Dalai Lama: Because here we are acting according to the wishes of the Tibetan people, so therefore, we must know inside Tibet what is happening, what is the people’s thinking. If the majority of the Tibetan people are satisfied, and the relations between the Chinese and Tibetans become as a human relation, real brotherhood, if something happens… there’s no question, there’s no reason to shout, to cry, to fight. No problem.

High Times: If the Chinese invite you to return to Tibet, giving up your status as the Dalai Lama, but remaining a Buddhist if you wish since, you know, they say they offer freedom of worship, would you return under those circumstances?

Dalai Lama: There’s no question about it. This is not the question.

Interpreter: His Holiness’s return is not concerning this question…. His Holiness says the question is about the problem of Tibet itself.

Dalai Lama: Not Dalai Lama. Dalai Lama is an individual, one person—nothing important… Yes, at the moment, I’m working, I’m serving in this respect, in this field, because the majority of Tibetan people…

Interpreter: …because they respect and love His Holiness.

High Times: The Chinese are using Tibet as their base for nuclear testing and for launching ICBM missiles. How do you feel about that?

Interpreter: His Holiness says, that’s very unfortunate… His Holiness says, for one, they are spoiling… doing harm to our own country.

High Times: How do you think that the godhead will reward the karma of the Chinese communists?

Dalai Lama: Karma theories… very complicated.

Interpreter: His Holiness says, everybody’s involved—Tibetans, Chinese, everyone… including the Americans… because His Holiness says, as a result of this Tibetan problem, everyone is affected in some way. It’s all interdependent. Everyone who has a connection or who is related, the karma reaction is also related. And according to Buddhism, there’s not much emphasis on God. If someone believes in God, then he can interpret it in his own way…

Dalai Lama: (Laughs) I don’t know.

Interpreter: But what His Holiness feels is that the present situation in China will not remain like this for long. A change will come about. Even now they seem to have… problems.

High Times: Who was the most unforgettable Chinese communist you ever met?

Dalai Lama: Like Mao Tse-Tung and Chou and Liu Shao-chi I knew quite well… oh… great respect…

Interpreter: His Holiness had great respect for them. His Holiness says, but Chou En-Lai —His Holiness used to feel that he was a bit cunning…

Dalai Lama: A bit clever…

Interpreter: His Holiness says, but the other leaders like Mao and Liu Shao-chi—His Holiness’s impression was they had real personality, they were calm and straightforward and showing compassion.

Dalai Lama: And from… certain viewpoint, like a peasant. I have great respect (laughs). But I don’t know… After… during and after Cultural Revolution, then my respect… confusion…

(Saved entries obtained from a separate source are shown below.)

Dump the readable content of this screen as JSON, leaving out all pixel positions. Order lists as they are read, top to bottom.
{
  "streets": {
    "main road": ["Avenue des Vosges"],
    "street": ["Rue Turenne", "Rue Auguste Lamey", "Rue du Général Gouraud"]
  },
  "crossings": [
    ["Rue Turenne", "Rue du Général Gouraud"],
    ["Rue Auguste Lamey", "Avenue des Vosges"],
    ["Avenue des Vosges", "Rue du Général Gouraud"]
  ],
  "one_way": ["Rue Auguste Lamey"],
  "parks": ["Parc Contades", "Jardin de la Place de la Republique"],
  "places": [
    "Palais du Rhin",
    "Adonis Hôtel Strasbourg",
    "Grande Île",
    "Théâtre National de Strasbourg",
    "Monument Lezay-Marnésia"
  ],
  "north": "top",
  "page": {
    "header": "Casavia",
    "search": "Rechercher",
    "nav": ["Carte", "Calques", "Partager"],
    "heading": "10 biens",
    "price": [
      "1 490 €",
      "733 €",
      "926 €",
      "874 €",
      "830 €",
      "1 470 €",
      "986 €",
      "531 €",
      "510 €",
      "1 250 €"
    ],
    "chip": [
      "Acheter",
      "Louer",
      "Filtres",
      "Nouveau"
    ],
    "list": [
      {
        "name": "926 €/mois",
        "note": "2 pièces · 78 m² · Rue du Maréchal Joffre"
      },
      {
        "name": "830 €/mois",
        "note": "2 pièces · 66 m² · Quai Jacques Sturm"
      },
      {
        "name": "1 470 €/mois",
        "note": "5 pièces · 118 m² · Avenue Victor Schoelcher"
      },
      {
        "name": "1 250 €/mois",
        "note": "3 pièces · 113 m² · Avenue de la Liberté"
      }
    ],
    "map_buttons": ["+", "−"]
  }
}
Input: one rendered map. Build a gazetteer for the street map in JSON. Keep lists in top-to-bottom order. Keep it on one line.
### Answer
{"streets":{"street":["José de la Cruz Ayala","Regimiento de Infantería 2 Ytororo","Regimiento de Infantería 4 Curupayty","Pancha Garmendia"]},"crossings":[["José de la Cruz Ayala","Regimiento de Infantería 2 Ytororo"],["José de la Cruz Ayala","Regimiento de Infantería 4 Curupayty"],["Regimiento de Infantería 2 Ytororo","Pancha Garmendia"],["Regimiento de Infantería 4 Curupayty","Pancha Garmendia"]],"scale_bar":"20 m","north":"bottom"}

High Times: The Soviet Union has been very vocal in denouncing China’s move into Tibet and called it China’s Vietnam, called it imperialism. But in light of the fact that the Soviet Union itself has expanded quite a bit in Eastern Europe, into, say, tiny enslaved Latvia, how do you feel about getting that support from them?

Dalai Lama: (laughs) Is this politics?

High Times: Politics, yes…

Dalai Lama: Well, I see the politics… originally, I think, is one kind of instrument which served the human society, I think, that may not be dirty right from the beginning. But these days, somehow (laughs) I don’t know… some people call dirty politics. This is really dirty in certain field… there’s no honesty… no sincerity… no truth, no peace. (Laughs.) This is really dirty. And mainly selfish. Real bad.

High Times: Was the Central Intelligence Agency involved with your flight from Lhasa in 1959?

Dalai Lama: No.

Interpreter: This is entirely wrong. They had nothing to do with the escape of His Holiness.

High Times: Has the CIA helped the Khamba guerrillas who were fighting the Chinese?

Interpreter: His Holiness cannot say clearly about this.

High Times: Do you have any relationship with the CIA or with the United States government?

Dalai Lama: No.

High Times: They’ve not contributed to the Dharamsala community?

Dalai Lama: The usual channels.

High Times: The usual channels…

Interpreter: His Holiness says, through the American Embassy there is some relation, but…

Dalai Lama: (much laughter) This I don’t know…

High Times: When you visited Europe recently, were you the first Dalai Lama to visit the West?

Dalai Lama: Oh, yes.

High Times: What did you think of it?

Dalai Lama: (laughs) I don’t know…

Interpreter: His Holiness says… there’s an imbalance like… there is some great wealth, some great poverty. His Holiness says, in some fields you have excess, in some you have a lack of things.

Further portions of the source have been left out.